• **Exercise description**: Identify all lines in the data containing the string "small". Copy them out.

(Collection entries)

*** Begin section ***

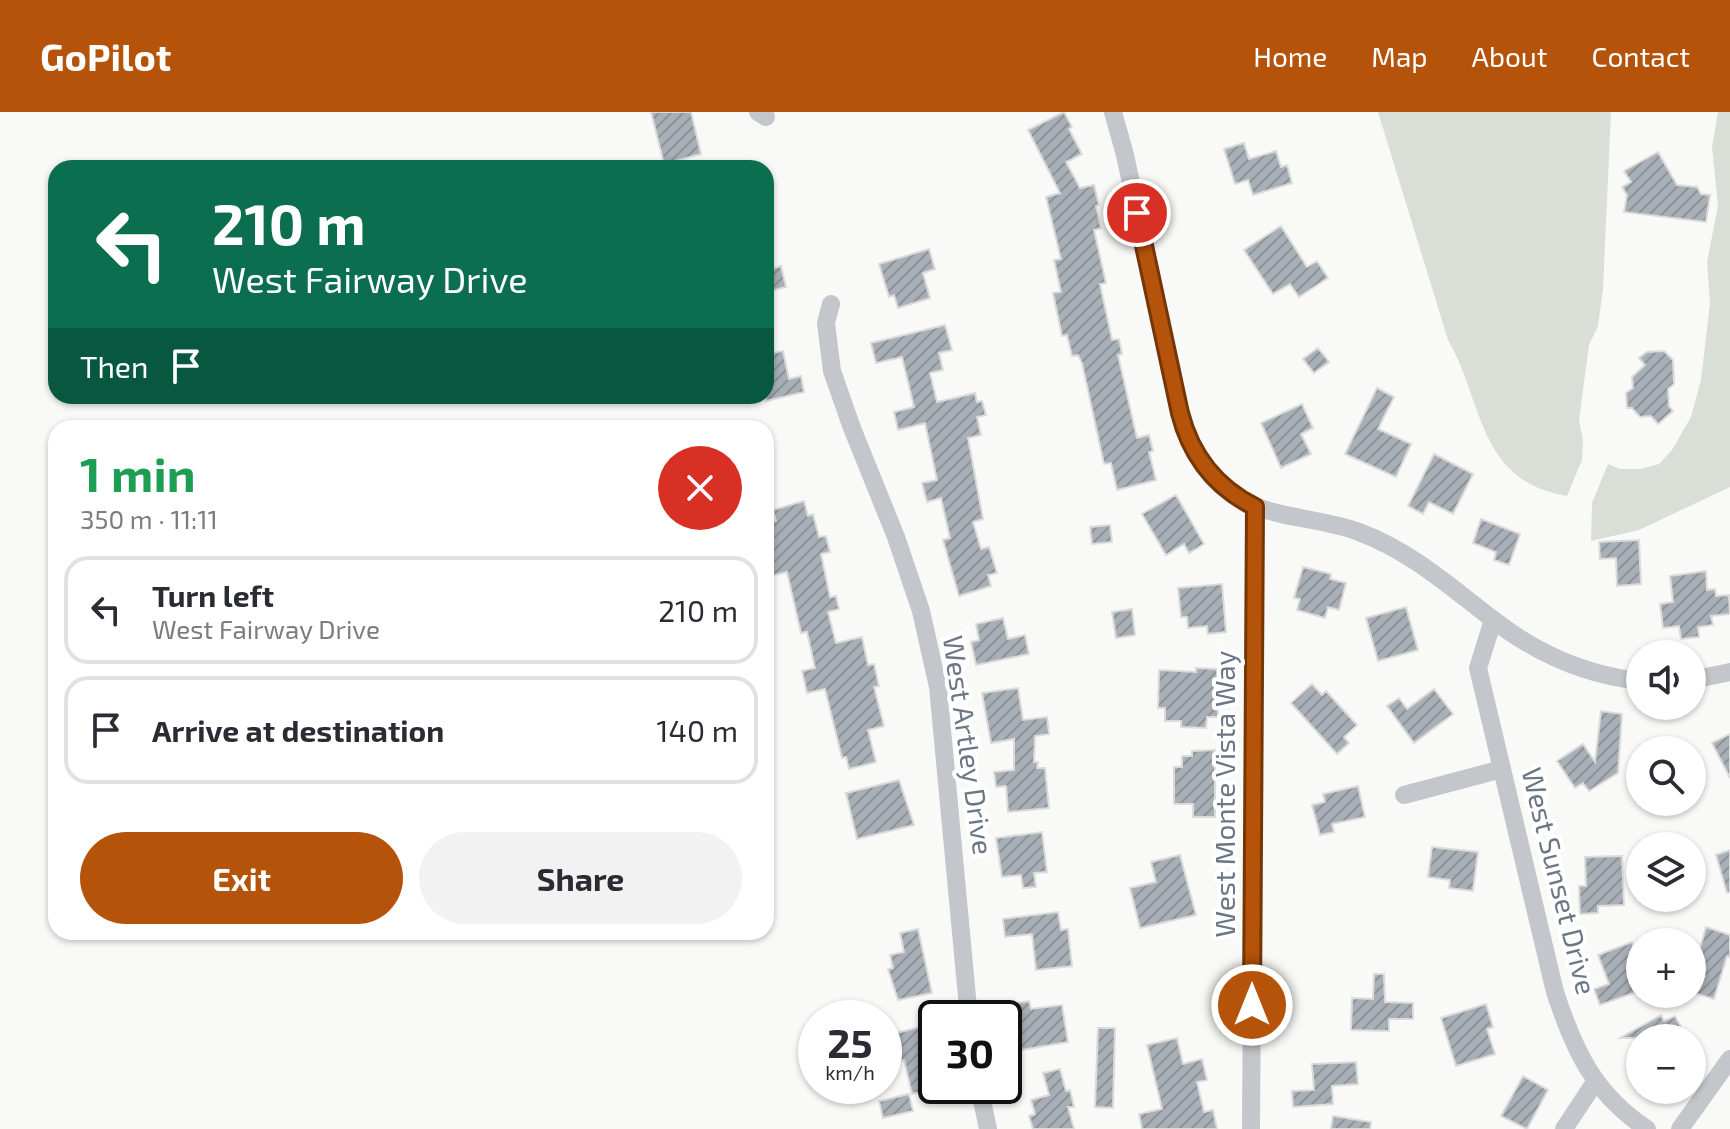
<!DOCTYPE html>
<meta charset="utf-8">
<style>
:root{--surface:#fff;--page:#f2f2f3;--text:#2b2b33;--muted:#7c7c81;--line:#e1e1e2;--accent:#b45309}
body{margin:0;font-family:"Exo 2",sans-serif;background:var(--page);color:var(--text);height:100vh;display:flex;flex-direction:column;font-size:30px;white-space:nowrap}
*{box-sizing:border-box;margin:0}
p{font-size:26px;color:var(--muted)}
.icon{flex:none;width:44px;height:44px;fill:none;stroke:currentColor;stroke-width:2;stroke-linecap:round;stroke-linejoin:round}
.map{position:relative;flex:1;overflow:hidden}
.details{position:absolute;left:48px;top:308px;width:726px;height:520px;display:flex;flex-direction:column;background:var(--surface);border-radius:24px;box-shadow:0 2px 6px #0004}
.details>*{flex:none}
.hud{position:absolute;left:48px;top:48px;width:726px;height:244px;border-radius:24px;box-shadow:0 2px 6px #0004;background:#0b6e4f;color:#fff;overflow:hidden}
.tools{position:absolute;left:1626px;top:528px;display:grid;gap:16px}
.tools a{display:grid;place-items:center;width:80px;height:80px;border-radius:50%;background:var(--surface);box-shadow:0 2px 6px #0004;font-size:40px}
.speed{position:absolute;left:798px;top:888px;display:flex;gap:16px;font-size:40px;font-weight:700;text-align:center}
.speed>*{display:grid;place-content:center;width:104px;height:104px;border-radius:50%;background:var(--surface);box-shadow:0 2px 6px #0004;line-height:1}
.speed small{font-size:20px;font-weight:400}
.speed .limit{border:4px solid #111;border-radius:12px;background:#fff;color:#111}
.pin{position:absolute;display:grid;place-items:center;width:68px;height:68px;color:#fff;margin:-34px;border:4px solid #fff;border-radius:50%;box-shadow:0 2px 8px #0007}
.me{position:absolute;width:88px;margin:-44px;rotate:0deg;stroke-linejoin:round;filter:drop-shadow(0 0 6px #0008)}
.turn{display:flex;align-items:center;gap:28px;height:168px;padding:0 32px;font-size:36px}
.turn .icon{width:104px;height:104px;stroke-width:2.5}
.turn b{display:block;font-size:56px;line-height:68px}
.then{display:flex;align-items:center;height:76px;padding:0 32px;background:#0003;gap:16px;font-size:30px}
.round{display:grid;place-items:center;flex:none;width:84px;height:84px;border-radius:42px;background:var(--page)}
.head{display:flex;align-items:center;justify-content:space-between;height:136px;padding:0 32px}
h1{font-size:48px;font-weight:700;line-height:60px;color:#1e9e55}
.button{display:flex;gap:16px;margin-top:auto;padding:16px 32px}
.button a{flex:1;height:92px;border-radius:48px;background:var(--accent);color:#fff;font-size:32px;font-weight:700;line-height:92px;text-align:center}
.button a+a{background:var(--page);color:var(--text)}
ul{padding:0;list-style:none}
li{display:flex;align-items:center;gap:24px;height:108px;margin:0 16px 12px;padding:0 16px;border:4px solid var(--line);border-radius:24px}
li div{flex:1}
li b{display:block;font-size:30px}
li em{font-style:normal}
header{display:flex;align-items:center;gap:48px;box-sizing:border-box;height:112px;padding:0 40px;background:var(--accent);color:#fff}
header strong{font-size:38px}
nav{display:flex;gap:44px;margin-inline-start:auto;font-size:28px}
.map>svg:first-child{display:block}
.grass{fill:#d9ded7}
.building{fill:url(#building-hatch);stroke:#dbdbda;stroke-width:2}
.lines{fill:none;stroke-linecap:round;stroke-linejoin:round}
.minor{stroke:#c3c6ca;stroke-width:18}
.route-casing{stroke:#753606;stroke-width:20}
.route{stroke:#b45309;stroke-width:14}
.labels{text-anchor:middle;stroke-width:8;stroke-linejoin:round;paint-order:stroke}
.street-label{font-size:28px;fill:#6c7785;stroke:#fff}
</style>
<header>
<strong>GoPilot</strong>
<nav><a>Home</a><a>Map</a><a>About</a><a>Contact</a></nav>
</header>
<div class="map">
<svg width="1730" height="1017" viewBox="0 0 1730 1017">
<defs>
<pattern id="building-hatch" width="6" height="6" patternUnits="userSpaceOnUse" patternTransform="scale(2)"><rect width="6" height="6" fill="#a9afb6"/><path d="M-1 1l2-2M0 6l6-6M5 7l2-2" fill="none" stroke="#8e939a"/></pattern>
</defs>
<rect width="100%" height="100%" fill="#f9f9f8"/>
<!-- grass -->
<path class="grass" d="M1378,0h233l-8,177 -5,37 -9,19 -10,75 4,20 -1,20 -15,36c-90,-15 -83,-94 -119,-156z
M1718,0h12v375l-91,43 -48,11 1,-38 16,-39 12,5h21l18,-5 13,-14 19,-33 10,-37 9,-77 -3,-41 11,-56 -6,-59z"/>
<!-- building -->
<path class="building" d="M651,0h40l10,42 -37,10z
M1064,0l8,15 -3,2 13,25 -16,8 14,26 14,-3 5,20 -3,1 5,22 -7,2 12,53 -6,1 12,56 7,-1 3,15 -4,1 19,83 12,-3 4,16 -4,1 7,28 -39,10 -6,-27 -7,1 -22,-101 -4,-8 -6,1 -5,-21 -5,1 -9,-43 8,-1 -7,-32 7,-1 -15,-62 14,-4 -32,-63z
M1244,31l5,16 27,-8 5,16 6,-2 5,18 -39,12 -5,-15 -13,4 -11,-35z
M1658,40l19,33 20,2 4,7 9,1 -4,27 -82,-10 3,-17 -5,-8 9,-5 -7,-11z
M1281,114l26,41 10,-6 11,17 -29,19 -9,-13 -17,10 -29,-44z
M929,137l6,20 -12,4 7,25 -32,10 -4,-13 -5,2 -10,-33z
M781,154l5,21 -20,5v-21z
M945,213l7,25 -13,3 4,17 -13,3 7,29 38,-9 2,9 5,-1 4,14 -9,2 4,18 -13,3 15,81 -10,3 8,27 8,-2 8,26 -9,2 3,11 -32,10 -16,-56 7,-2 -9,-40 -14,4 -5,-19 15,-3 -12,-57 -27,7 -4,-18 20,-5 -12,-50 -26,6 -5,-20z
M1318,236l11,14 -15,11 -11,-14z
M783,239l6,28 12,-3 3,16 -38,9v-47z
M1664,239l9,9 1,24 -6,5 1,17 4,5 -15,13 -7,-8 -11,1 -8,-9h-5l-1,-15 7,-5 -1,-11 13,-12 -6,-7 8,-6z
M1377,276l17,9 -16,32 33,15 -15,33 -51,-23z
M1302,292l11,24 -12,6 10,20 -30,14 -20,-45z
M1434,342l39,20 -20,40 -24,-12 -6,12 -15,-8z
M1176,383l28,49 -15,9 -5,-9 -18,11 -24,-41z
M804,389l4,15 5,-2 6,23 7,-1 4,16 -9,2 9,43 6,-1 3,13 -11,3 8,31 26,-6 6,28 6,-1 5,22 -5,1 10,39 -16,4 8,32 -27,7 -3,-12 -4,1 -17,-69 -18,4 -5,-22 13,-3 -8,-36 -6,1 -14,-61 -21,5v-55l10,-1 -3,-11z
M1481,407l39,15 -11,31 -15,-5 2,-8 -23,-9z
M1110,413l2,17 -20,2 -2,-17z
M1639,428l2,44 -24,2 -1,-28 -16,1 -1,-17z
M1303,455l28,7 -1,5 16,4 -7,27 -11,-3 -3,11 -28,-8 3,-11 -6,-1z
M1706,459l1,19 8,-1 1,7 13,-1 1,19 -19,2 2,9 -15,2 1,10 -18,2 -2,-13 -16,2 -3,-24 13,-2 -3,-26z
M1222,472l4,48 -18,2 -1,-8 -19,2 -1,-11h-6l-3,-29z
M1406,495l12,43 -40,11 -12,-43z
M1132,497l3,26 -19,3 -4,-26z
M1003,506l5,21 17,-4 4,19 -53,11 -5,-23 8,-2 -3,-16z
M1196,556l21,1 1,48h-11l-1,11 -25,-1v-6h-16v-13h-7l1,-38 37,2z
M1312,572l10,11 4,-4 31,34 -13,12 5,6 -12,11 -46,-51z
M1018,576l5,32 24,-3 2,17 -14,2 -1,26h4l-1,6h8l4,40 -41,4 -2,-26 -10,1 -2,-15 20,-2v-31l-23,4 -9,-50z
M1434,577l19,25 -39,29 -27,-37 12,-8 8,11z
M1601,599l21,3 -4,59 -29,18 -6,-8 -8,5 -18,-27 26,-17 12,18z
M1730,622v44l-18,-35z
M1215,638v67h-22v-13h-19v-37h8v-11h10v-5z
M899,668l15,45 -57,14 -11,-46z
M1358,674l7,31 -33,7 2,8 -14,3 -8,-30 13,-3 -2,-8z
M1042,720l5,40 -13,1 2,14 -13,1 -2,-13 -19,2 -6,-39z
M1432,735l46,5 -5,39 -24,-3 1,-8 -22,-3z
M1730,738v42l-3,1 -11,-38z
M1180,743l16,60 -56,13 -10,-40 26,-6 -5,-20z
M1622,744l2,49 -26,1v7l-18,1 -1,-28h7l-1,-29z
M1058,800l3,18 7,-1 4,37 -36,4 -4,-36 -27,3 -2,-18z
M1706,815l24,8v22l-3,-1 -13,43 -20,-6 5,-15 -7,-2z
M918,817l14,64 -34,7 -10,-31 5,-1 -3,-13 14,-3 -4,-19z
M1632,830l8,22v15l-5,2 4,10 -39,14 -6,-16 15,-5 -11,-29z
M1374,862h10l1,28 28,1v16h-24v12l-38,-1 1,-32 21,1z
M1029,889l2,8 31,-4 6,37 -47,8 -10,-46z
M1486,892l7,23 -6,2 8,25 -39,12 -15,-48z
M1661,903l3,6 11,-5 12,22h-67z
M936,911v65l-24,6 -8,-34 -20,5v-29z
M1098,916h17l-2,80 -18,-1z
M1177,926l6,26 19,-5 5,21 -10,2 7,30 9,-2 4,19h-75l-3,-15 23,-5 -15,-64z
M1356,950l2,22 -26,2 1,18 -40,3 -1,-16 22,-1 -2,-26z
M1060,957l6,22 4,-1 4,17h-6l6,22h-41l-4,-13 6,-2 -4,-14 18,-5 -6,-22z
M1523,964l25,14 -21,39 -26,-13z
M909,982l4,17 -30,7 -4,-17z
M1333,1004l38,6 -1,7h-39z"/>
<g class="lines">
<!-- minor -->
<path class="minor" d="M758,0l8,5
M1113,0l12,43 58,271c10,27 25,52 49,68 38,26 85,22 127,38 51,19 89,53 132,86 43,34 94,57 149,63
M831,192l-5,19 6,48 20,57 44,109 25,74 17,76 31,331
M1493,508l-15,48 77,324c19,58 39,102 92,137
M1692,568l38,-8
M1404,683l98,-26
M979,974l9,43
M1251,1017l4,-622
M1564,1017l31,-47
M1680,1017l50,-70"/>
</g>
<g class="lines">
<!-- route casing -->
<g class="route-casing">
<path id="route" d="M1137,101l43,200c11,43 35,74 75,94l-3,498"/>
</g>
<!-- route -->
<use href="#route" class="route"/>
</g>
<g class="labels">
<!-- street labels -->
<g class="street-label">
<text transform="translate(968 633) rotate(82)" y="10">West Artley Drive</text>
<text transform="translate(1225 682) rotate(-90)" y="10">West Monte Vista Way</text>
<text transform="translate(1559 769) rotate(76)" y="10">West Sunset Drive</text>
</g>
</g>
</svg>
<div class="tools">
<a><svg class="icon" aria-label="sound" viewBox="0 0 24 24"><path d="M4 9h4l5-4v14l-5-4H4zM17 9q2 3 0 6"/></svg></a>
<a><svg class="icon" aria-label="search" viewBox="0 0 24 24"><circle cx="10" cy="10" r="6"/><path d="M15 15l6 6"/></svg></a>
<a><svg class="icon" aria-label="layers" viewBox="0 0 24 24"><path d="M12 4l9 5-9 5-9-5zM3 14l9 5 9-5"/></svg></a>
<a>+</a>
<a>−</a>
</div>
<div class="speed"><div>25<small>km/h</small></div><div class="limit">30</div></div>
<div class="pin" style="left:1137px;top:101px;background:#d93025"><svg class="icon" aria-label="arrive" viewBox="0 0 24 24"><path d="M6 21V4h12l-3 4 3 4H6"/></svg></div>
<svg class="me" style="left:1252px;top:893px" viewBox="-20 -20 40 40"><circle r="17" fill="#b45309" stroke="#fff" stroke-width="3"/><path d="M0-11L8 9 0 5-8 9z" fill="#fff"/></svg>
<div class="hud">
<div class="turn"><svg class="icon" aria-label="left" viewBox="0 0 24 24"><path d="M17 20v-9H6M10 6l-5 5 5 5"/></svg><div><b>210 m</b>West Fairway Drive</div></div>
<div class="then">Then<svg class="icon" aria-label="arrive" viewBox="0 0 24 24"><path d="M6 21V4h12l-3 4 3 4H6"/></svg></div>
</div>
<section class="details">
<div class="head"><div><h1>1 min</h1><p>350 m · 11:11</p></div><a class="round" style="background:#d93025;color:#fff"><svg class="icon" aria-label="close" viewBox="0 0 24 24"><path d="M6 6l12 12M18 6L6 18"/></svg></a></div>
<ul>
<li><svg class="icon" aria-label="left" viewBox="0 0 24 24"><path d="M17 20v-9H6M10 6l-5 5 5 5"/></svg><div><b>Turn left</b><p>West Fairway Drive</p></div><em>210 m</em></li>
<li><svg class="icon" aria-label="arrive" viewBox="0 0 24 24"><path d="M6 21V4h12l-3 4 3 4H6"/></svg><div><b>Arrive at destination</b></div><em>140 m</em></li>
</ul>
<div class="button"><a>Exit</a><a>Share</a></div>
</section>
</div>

*** End section ***

• **Answer to this problem**:
.speed small{font-size:20px;font-weight:400}
<div class="speed"><div>25<small>km/h</small></div><div class="limit">30</div></div>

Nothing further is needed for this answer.